Our general purpose is not to discuss the hyperhomocysteinemia-mediated recurrent early pregnancy losses concept any further. Homocysteinemia is regulated by a complex metabolism in which vitamin B6 and folate are involved. These two vitamins may have, in themselves, some impact on embryonic and fetal growth. Evaluation of the vitamin B6 status of patients cannot be routinely performed; total plasma and/or red blood cell folates are very poorly related to levels of active folates (intracellular methylfolates). However, homocysteinemia increases in the case of vitamin B6 or intracellular methylfolates deficiency. In France, in the absence of neural tube defect antecedents, vitamin supplementation is not systematically prescribed and is not paid for by social funds. Therefore, we propose hyperhomocysteinemia as a marker for a subgroup of women more prone to experience a favorable pregnancy outcome when taking vitamin supplementation. New technologies for the routine testing of vitamin B6 and intracellular methylfolates will probably improve the understanding of homocysteine-related pregnancy outcome.

[Dr.Vad]

Очередной опус французских коллег, оцененный настолько высоко, что удостоился публикации в журнале BLOOD:

Blood First Edition Paper, prepublished online January 22, 2004.
Submitted December 12, 2003
Accepted January 20, 2004

Low molecular weight heparin versus low-dose aspirinin women with one fetal loss and a constitutional thrombophilic disorder

Jean-Christophe GRIS*, Eric MERCIER, Isabelle QUERE, Geraldine LAVIGNE-LISSALDE, Eva COCHERY-NOUVELLON, Mederic HOFFET, Sylvie RIPART-NEVEU, Marie-Laure TAILLAND, Michel DAUZAT, and Pierre MARES
Hematology Laboratory, University Hospital, Nimes, France; Hematology Laboratory, University of Montpellier 1, Montpellier, France; Equipe d'Acceuil 2992, University of Montpellier 1, Nimes, France
Hematology Laboratory, University Hospital, Nimes, France
Equipe d'Acceuil 2992, University of Montpellier 1, Nimes, France
Hematology Laboratory, University Hospital, Nimes, France; Hematology Laboratory, University of Montpellier 1, Montpellier, France
Department of Gynecology and Obstetrics, University Hospital, Nimes, France


* Corresponding author; email: [Ссылки доступны только зарегистрированным пользователям ].


The prospective evaluation of the effect of thromboprophylaxis in women with one unexplained pregnancy loss from the 10th week of amenorrhoea was performed: 160 patients, with heterozygous factor V Leiden mutation, prothrombin G20210A mutation, or protein S deficiency, were given 5 mg folic acid daily before conception, to be continued during pregnancy, and low-dose aspirin, 100 mg daily or low-molecular weight heparin enoxaparin, 40mg, were taken from the 8th week.
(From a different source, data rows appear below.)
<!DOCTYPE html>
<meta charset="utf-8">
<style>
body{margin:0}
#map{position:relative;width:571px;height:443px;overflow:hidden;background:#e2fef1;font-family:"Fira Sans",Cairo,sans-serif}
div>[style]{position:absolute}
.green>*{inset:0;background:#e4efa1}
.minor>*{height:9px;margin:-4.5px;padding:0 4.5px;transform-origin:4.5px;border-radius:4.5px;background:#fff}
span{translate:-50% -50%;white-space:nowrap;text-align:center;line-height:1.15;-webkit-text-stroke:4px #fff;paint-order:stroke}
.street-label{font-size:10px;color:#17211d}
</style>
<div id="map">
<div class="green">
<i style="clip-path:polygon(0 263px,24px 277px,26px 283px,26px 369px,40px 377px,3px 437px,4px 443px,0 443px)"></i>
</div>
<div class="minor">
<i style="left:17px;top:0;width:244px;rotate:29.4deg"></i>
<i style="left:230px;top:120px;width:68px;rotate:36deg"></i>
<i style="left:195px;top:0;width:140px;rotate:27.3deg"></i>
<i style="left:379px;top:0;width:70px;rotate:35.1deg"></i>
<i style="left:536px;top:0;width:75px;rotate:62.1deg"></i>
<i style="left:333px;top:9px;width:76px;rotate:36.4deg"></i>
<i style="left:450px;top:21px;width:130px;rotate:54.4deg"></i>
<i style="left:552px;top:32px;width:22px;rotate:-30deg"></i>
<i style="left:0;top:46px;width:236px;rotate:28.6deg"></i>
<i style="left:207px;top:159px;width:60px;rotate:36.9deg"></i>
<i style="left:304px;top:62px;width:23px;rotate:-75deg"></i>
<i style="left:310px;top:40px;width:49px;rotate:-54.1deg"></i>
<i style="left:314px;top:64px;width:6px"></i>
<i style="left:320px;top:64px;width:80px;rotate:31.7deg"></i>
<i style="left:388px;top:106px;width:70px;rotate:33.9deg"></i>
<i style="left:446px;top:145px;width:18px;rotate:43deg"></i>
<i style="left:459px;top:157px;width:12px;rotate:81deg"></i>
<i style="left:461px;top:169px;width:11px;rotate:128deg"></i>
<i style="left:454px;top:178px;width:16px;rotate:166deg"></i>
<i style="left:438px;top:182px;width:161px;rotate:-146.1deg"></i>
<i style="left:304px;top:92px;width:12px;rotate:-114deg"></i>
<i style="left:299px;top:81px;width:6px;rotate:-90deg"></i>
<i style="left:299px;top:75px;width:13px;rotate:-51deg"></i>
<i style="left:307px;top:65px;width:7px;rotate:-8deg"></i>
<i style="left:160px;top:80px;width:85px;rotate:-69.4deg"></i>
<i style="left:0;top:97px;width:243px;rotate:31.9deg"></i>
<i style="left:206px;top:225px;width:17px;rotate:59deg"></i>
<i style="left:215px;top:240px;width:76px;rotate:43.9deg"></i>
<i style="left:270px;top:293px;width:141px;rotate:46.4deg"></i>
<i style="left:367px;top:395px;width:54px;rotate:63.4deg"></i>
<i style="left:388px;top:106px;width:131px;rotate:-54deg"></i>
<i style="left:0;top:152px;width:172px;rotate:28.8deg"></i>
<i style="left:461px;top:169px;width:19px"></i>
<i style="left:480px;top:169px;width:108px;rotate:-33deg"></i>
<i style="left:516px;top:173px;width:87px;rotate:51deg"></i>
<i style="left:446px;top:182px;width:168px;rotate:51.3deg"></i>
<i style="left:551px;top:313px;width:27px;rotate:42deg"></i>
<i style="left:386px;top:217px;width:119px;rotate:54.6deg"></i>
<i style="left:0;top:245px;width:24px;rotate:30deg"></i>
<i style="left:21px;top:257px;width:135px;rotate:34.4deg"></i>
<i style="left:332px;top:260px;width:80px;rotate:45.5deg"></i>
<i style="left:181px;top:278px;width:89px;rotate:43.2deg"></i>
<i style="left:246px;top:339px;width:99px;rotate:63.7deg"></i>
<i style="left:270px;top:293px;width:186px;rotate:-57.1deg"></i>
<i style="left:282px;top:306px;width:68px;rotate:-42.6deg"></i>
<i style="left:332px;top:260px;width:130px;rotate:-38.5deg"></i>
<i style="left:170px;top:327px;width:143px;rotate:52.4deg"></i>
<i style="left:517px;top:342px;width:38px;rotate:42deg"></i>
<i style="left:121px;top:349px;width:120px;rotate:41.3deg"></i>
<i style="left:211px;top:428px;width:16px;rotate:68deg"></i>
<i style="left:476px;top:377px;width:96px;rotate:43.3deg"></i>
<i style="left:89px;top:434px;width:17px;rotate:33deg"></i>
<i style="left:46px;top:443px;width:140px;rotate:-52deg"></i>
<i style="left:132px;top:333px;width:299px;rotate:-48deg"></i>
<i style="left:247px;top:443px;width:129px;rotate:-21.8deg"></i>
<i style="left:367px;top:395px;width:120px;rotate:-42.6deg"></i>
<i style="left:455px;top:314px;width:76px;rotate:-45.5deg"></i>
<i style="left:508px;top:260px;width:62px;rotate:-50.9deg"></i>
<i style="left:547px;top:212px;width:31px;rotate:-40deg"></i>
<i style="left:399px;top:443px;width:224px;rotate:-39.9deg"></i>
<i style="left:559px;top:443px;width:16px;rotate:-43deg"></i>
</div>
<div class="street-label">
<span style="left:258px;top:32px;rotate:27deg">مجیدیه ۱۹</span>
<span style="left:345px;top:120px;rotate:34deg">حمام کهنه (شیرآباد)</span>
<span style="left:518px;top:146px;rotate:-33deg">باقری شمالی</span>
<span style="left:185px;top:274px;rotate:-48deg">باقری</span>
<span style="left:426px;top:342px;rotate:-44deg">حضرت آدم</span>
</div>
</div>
Twenty three of the 80 patients treated with low-dose aspirin and 69 of the 80 patients treated with enoxaparin had a normal live birth (OR 15.5, 95%CI 7-34, p<0.0001). Enoxaparin was superior to low-dose aspirin in each subgroup defined according to the underlying constitutional thrombophilic disorder. An associated protein Z deficiency, and/or positive anti-protein Z antibodies, were associated with poorer outcomes. The neonate weight was higher in the women successfully treated with enoxaparin and neonates small for gestational age were more frequent in patients treated with low-dose aspirin. No significant side-effects of the treatments could be evidenced in patients or newborns. As there is no argument to prove that low-dose aspirin may had been deleterious, these results support enoxaparin use during such at-risk pregnancies.